Word for word, transcribe the data below from the line with "inset:0; background:#dea7bb; transform-origin:0" to the line with "filter:drop-shadow(0 0 2px", keeping both of those lines.
** Opening Given information block **
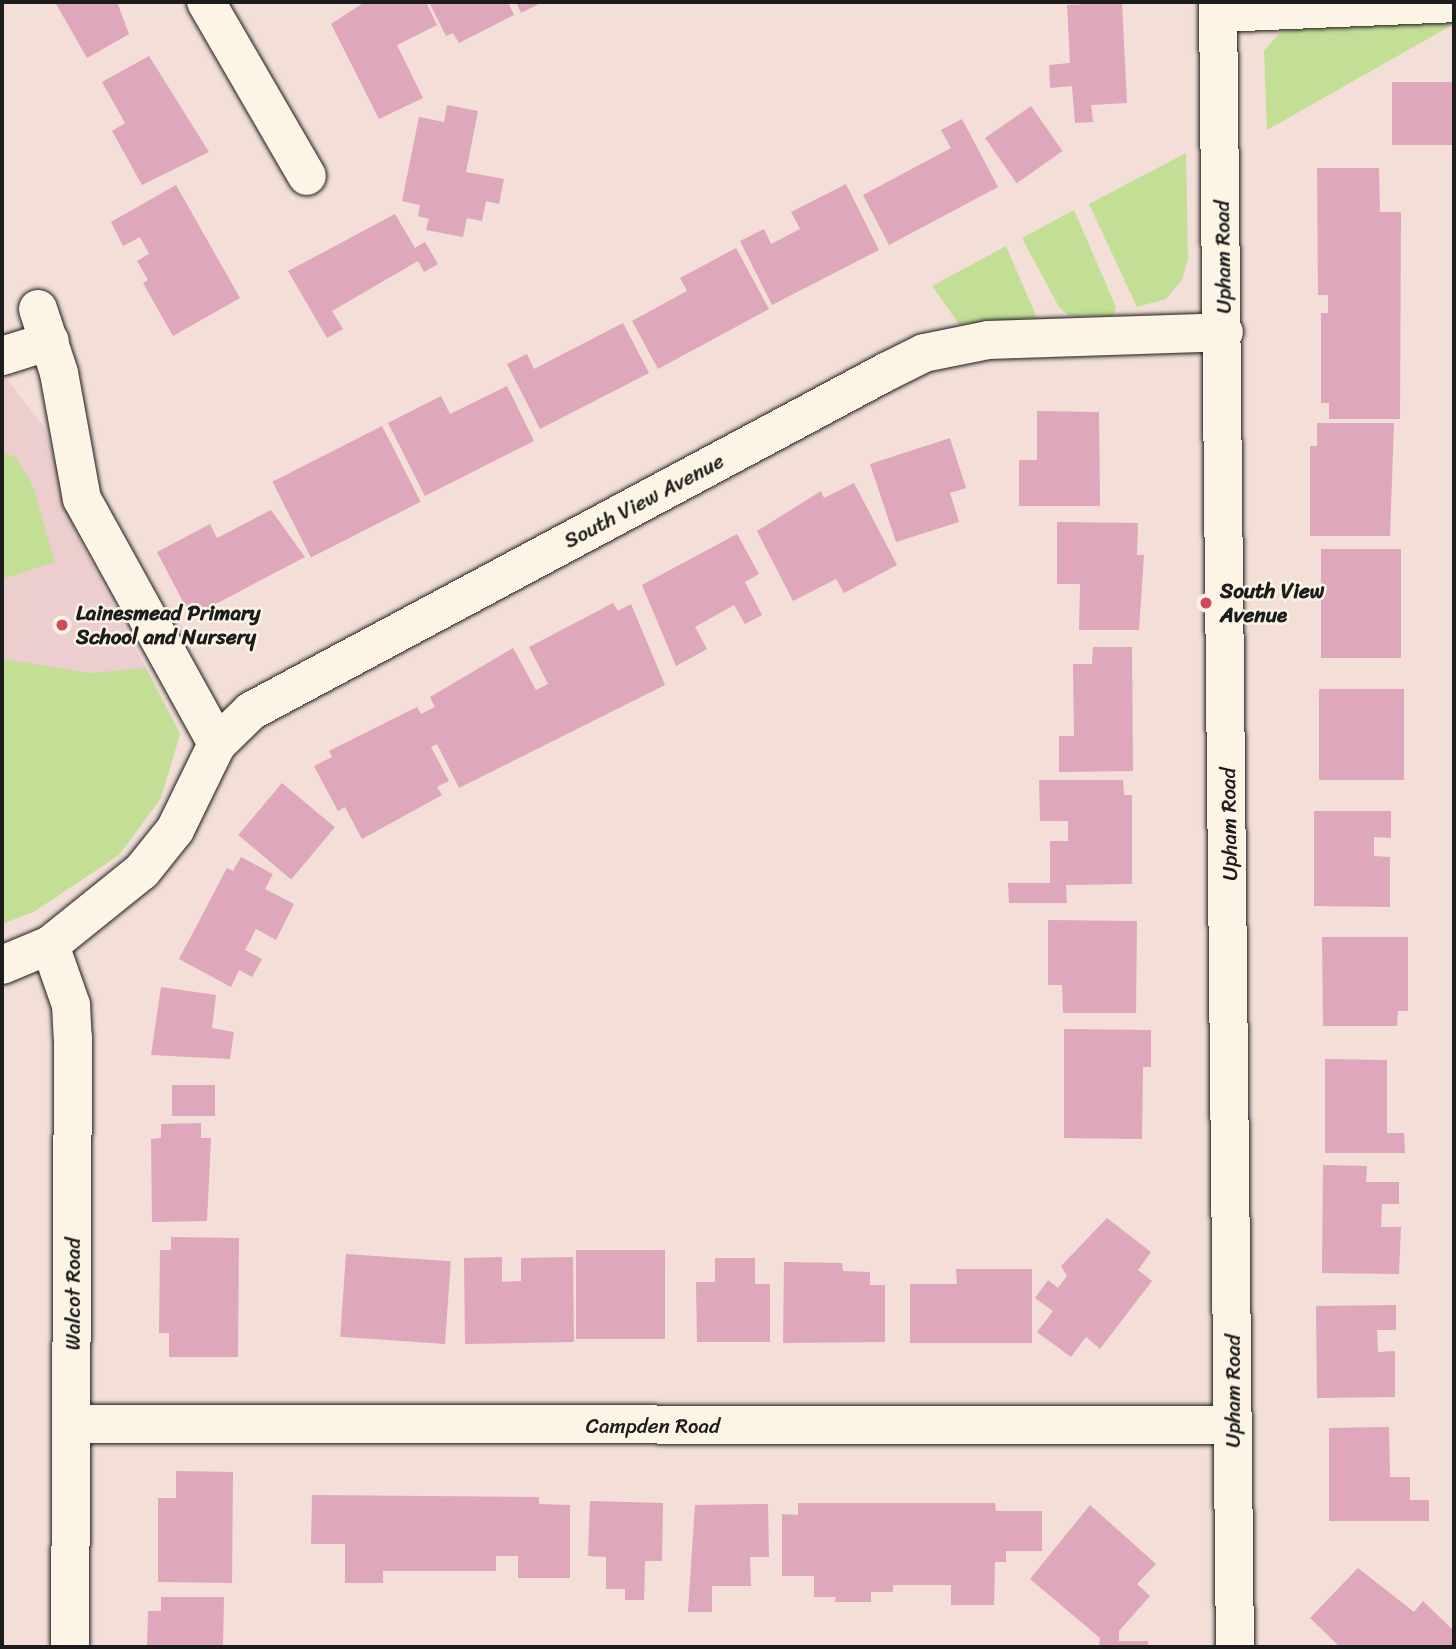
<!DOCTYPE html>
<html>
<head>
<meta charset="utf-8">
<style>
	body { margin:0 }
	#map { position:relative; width:1456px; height:1649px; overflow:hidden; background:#f3ded8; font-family:Sriracha,sans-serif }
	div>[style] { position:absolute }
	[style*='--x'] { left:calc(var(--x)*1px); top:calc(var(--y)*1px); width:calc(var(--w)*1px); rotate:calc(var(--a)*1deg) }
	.built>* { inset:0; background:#edcecf }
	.green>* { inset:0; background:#c3df96 }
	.building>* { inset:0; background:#dea7bb; transform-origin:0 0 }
	.roads { filter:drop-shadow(0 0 2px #1c1c1c) drop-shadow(0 0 2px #1c1c1c) }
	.minor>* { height:38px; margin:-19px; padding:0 19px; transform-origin:19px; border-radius:19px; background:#fcf5e5 }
	.dots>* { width:19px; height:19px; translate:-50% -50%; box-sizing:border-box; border:4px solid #fcf5e5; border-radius:50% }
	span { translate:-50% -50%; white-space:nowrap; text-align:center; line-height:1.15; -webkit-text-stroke:5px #fcf5e5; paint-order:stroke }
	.street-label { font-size:21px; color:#1c1c1c }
	.poi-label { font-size:21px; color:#1c1c1c; font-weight:700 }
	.left { translate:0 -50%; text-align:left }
	.frame { position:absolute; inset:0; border:4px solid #1c1c1c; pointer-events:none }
</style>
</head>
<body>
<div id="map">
	<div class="built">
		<i style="clip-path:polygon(2px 373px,45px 428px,76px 534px,180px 734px,161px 798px,119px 855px,35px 911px,2px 924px)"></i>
	</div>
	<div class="green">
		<i style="clip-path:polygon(1454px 23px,1454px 24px,1267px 130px,1264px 51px,1282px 30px)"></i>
		<i style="clip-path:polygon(1186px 153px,1188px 259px,1182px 280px,1166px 299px,1137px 307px,1089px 204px)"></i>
		<i style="clip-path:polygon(1074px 210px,1116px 307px,1113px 316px,1069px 316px,1059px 307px,1022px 238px)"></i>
		<i style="clip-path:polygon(1006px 246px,1037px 318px,959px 324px,932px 286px)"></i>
		<i style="clip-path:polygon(2px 452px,16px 457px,33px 486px,55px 562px,2px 579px)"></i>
		<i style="clip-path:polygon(2px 659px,90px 673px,146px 668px,180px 734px,161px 798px,119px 855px,35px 911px,2px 924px)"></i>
	</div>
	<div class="building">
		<i style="clip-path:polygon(55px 2px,117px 2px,129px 34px,87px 58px)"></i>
		<i style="clip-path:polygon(365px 2px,426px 2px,437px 25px,397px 45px,423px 98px,379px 119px,331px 24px)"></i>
		<i style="clip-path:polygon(429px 2px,508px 2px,514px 15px,459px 43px,453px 33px,446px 36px)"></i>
		<i style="clip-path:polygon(516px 2px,543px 2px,521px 13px)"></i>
		<i style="clip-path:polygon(1122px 2px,1127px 103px,1091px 105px,1093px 122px,1075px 123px,1072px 86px,1050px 88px,1049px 65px,1070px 63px,1067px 5px)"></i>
		<i style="clip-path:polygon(149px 56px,209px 152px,142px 185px,112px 131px,125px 123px,102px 82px)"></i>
		<i style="left:1454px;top:82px;width:63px;height:62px;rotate:90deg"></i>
		<i style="clip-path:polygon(447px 105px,478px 111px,466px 172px,504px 179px,499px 204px,486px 201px,482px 221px,467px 218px,463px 237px,426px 230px,429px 219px,418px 216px,420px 205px,402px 201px,419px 117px,444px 122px)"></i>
		<i style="left:1031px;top:106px;width:55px;height:56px;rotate:55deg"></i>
		<i style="clip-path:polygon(962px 119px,998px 187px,889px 245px,863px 195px,951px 148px,941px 130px)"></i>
		<i style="clip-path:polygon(1317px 168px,1379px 168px,1380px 212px,1401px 212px,1400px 419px,1329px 419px,1329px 403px,1321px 403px,1321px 313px,1328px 313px,1328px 295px,1318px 295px)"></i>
		<i style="clip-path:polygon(846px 184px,879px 250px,772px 305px,740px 241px,764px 229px,771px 244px,800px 229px,791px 212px)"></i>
		<i style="clip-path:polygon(176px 185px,240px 298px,173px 336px,143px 283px,148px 280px,137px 261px,149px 254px,140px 237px,123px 246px,111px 222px)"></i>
		<i style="clip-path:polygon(395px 214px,415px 248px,425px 242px,438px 264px,424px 272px,418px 261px,332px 311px,343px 329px,327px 338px,288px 271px)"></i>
		<i style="clip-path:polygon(736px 248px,769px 309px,658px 369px,632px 321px,687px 291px,680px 278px)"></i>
		<i style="clip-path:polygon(623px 323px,649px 373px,540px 429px,507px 364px,527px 354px,534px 369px)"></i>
		<i style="clip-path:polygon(507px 386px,534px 441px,425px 496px,388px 423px,441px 396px,450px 414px)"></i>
		<i style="clip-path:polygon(1037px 411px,1099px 412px,1100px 506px,1019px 506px,1019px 460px,1037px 460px)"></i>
		<i style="clip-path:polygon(1317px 423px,1394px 423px,1390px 536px,1310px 536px,1310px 446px,1317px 446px)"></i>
		<i style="left:382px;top:426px;width:85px;height:123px;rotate:63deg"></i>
		<i style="clip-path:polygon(950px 438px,966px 488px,950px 493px,959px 522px,896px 542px,870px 464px)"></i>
		<i style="clip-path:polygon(854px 483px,897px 565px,844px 593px,836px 579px,793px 601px,757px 531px,821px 491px,824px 498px)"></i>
		<i style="clip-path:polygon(271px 510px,305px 557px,191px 617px,157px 552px,210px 524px,217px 538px)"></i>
		<i style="clip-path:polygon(1057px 522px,1138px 523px,1137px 555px,1144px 555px,1139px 630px,1079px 630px,1080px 584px,1057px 584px)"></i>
		<i style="clip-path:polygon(737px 534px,759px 574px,745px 582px,762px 615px,745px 624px,734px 605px,695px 627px,707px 649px,676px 666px,642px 585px)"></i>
		<i style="left:1321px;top:549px;width:80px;height:109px"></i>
		<i style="clip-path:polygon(613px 603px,618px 611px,631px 604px,665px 685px,459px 788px,437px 744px,431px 747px,449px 781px,437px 787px,442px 795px,362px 839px,345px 807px,338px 811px,314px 766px,332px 757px,329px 751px,417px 707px,421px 714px,435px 707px,430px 697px,513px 648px,536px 690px,548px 684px,529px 647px)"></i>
		<i style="clip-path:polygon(1093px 647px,1132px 647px,1133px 771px,1059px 772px,1059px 736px,1074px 736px,1073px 664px,1092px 664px)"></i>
		<i style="left:1404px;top:689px;width:91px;height:85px;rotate:90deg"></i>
		<i style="clip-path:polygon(1039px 780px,1123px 780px,1124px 795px,1132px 795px,1132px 884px,1066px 885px,1067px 903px,1009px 903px,1008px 883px,1050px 883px,1050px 841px,1068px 841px,1068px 821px,1040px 821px)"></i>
		<i style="left:282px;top:783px;width:69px;height:68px;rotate:40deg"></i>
		<i style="clip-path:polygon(1314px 811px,1391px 811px,1391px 838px,1374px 837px,1374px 856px,1390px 857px,1390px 907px,1314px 906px)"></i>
		<i style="clip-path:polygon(241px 857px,273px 874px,265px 889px,294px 904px,276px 940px,256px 929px,245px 950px,262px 959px,252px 977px,239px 970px,231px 987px,179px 959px,227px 868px,233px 871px)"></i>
		<i style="clip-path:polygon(1048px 920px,1137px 921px,1136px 1013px,1063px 1013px,1062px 985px,1048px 985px)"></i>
		<i style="clip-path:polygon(1322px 937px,1408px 937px,1408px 1011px,1398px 1011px,1397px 1026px,1323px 1026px)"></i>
		<i style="clip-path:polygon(161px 987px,216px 995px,212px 1028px,234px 1032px,230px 1059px,151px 1055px)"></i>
		<i style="clip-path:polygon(1064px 1029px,1151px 1030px,1151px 1067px,1143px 1067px,1142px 1139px,1064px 1138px)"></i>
		<i style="clip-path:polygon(1325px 1059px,1387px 1060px,1387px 1133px,1404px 1133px,1405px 1153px,1325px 1153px)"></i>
		<i style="left:215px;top:1085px;width:31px;height:43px;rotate:90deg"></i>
		<i style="clip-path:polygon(201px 1123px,201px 1138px,211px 1138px,207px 1221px,152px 1222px,151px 1139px,161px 1138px,161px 1124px)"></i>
		<i style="clip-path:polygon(1323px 1165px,1367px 1166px,1366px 1182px,1399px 1182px,1399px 1204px,1382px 1204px,1381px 1227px,1401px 1227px,1399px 1274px,1322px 1273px)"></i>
		<i style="clip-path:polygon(1107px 1218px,1151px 1252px,1138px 1270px,1152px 1281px,1100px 1349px,1086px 1337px,1071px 1357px,1037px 1332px,1053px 1311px,1035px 1298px,1048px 1280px,1058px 1288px,1067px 1276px,1061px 1266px)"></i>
		<i style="clip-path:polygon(171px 1237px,239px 1238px,238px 1357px,169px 1357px,169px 1333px,159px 1333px,160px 1250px,171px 1250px)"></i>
		<i style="left:665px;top:1250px;width:89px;height:89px;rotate:90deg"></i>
		<i style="left:346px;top:1254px;width:105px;height:83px;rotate:4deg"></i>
		<i style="clip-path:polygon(502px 1257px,502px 1282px,521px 1281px,521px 1258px,573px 1257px,574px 1342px,465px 1344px,464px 1258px)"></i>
		<i style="clip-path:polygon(715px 1258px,755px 1258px,755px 1284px,770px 1284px,770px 1342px,697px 1342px,696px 1282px,715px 1282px)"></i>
		<i style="clip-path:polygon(784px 1262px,842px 1263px,843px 1271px,870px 1272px,870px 1285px,885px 1285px,885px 1342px,783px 1343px)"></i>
		<i style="clip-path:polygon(956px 1269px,1032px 1269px,1032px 1343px,910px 1343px,910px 1284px,957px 1284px)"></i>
		<i style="clip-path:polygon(1396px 1305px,1396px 1330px,1377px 1330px,1378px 1352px,1395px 1351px,1395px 1397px,1317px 1398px,1316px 1306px)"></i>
		<i style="clip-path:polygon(1389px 1427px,1390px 1477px,1410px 1477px,1410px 1500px,1429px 1500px,1429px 1521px,1329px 1521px,1329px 1428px)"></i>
		<i style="clip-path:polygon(176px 1471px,233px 1472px,232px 1583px,158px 1582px,158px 1498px,176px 1498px)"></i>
		<i style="clip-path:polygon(312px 1495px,539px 1497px,539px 1504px,570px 1505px,570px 1578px,518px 1578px,518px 1556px,496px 1556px,496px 1571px,383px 1571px,383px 1583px,345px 1583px,345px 1544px,311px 1544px)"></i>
		<i style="clip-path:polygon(590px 1501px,663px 1503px,662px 1561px,645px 1561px,644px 1600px,625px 1600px,625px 1589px,606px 1589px,606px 1557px,588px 1556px)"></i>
		<i style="clip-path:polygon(798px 1503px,995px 1503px,996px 1511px,1042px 1511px,1042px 1551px,1006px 1551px,1006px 1562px,995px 1562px,994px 1605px,951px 1605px,951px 1585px,893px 1585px,893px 1592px,871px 1592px,871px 1602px,835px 1602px,836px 1597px,814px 1597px,814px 1576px,782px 1576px,782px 1514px,798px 1515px)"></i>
		<i style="clip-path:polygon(768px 1504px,769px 1557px,750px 1557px,751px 1586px,712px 1586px,712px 1612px,688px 1612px,695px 1505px)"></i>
		<i style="clip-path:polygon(1090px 1505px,1156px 1564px,1137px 1584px,1150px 1596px,1119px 1631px,1119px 1641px,1148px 1641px,1148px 1647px,1099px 1647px,1100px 1638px,1030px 1579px)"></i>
		<i style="clip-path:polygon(1358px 1568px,1414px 1612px,1423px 1601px,1454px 1631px,1454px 1647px,1340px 1647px,1310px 1618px)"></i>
		<i style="clip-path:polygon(161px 1597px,224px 1597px,223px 1647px,147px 1647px,148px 1611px,161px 1611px)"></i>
	</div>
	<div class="roads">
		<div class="minor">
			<i style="--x:206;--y:2;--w:201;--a:59.9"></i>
			<i style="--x:1218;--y:2;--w:1645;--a:89.41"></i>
			<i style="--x:1219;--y:13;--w:235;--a:-2.4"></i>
			<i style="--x:38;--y:309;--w:67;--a:71.8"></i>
			<i style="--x:59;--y:373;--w:128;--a:79.7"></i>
			<i style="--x:82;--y:499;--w:280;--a:61.1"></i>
			<i style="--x:2;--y:356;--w:50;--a:-17.4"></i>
			<i style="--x:50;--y:945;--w:64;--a:70.7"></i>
			<i style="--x:71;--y:1005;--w:33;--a:87"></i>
			<i style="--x:73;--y:1038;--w:609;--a:90.28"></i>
			<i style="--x:2;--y:965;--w:52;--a:-22.6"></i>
			<i style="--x:50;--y:945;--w:118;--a:-38.8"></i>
			<i style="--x:142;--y:871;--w:53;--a:-51.2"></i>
			<i style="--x:175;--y:830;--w:96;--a:-64"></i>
			<i style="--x:217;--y:744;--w:47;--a:-44.1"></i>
			<i style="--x:251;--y:711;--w:720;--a:-28.1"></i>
			<i style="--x:886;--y:372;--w:42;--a:-26.6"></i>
			<i style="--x:924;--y:353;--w:65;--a:-11.5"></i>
			<i style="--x:988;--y:340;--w:236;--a:-1.9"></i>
			<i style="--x:74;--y:1424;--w:1159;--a:0.05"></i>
		</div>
	</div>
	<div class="dots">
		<i style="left:1206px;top:603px;background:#d1495b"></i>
		<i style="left:62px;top:625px;background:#d1495b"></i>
	</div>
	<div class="street-label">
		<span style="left:1223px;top:257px;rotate:-91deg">Upham Road</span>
		<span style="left:644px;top:501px;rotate:-28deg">South View Avenue</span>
		<span style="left:1229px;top:824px;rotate:-91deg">Upham Road</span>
		<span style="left:73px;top:1294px;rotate:-90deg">Walcot Road</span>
		<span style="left:1233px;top:1391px;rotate:-90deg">Upham Road</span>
		<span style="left:653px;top:1426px">Campden Road</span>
	</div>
	<div class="poi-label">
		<span class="left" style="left:1220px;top:603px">South View<br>Avenue</span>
		<span class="left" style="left:76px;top:625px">Lainesmead Primary<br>School and Nursery</span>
	</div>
	<div class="frame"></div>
</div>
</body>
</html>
** Closing Given information block **
▶ **Exercise response**:
	.building>* { inset:0; background:#dea7bb; transform-origin:0 0 }
	.roads { filter:drop-shadow(0 0 2px #1c1c1c) drop-shadow(0 0 2px #1c1c1c) }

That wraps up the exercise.